• GIVEN DATA
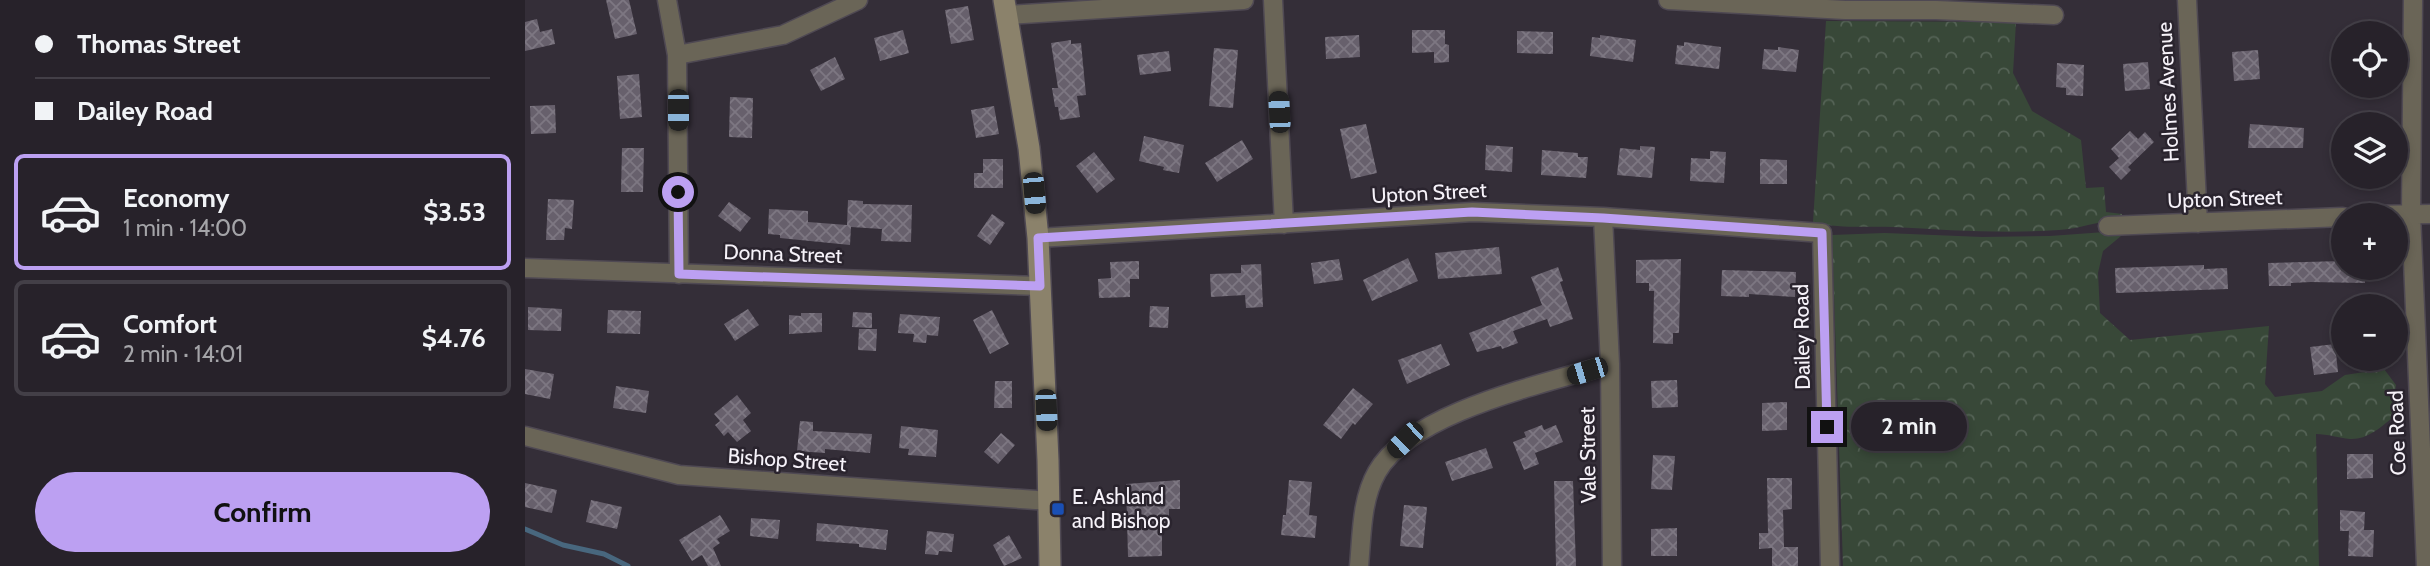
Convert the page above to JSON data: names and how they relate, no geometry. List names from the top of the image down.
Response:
{
  "streets": {
    "street": [
      "Holmes Avenue",
      "Upton Street",
      "Donna Street",
      "Dailey Road",
      "Coe Road",
      "Vale Street",
      "Bishop Street"
    ]
  },
  "crossings": [
    ["Holmes Avenue", "Upton Street"],
    ["Upton Street", "Dailey Road"],
    ["Upton Street", "Vale Street"]
  ],
  "places": {
    "transit": ["E. Ashland and Bishop"]
  },
  "page": {
    "banner": ["Thomas Street", "Dailey Road"],
    "map_buttons": ["+", "−"],
    "list": [
      {
        "name": "Economy",
        "note": "1 min · 14:00",
        "value": "$3.53"
      },
      {
        "name": "Comfort",
        "note": "2 min · 14:01",
        "value": "$4.76"
      }
    ],
    "bubble": "2 min",
    "buttons": "Confirm"
  }
}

• DIRECTIONS
Retype all entries exactly, without the images.

• TASK RESPONSE
Convert the page above to JSON data: names and how they relate, no geometry. List names from the top of the image down.
Response:
{
  "streets": {
    "street": [
      "Holmes Avenue",
      "Upton Street",
      "Donna Street",
      "Dailey Road",
      "Coe Road",
      "Vale Street",
      "Bishop Street"
    ]
  },
  "crossings": [
    ["Holmes Avenue", "Upton Street"],
    ["Upton Street", "Dailey Road"],
    ["Upton Street", "Vale Street"]
  ],
  "places": {
    "transit": ["E. Ashland and Bishop"]
  },
  "page": {
    "banner": ["Thomas Street", "Dailey Road"],
    "map_buttons": ["+", "−"],
    "list": [
      {
        "name": "Economy",
        "note": "1 min · 14:00",
        "value": "$3.53"
      },
      {
        "name": "Comfort",
        "note": "2 min · 14:01",
        "value": "$4.76"
      }
    ],
    "bubble": "2 min",
    "buttons": "Confirm"
  }
}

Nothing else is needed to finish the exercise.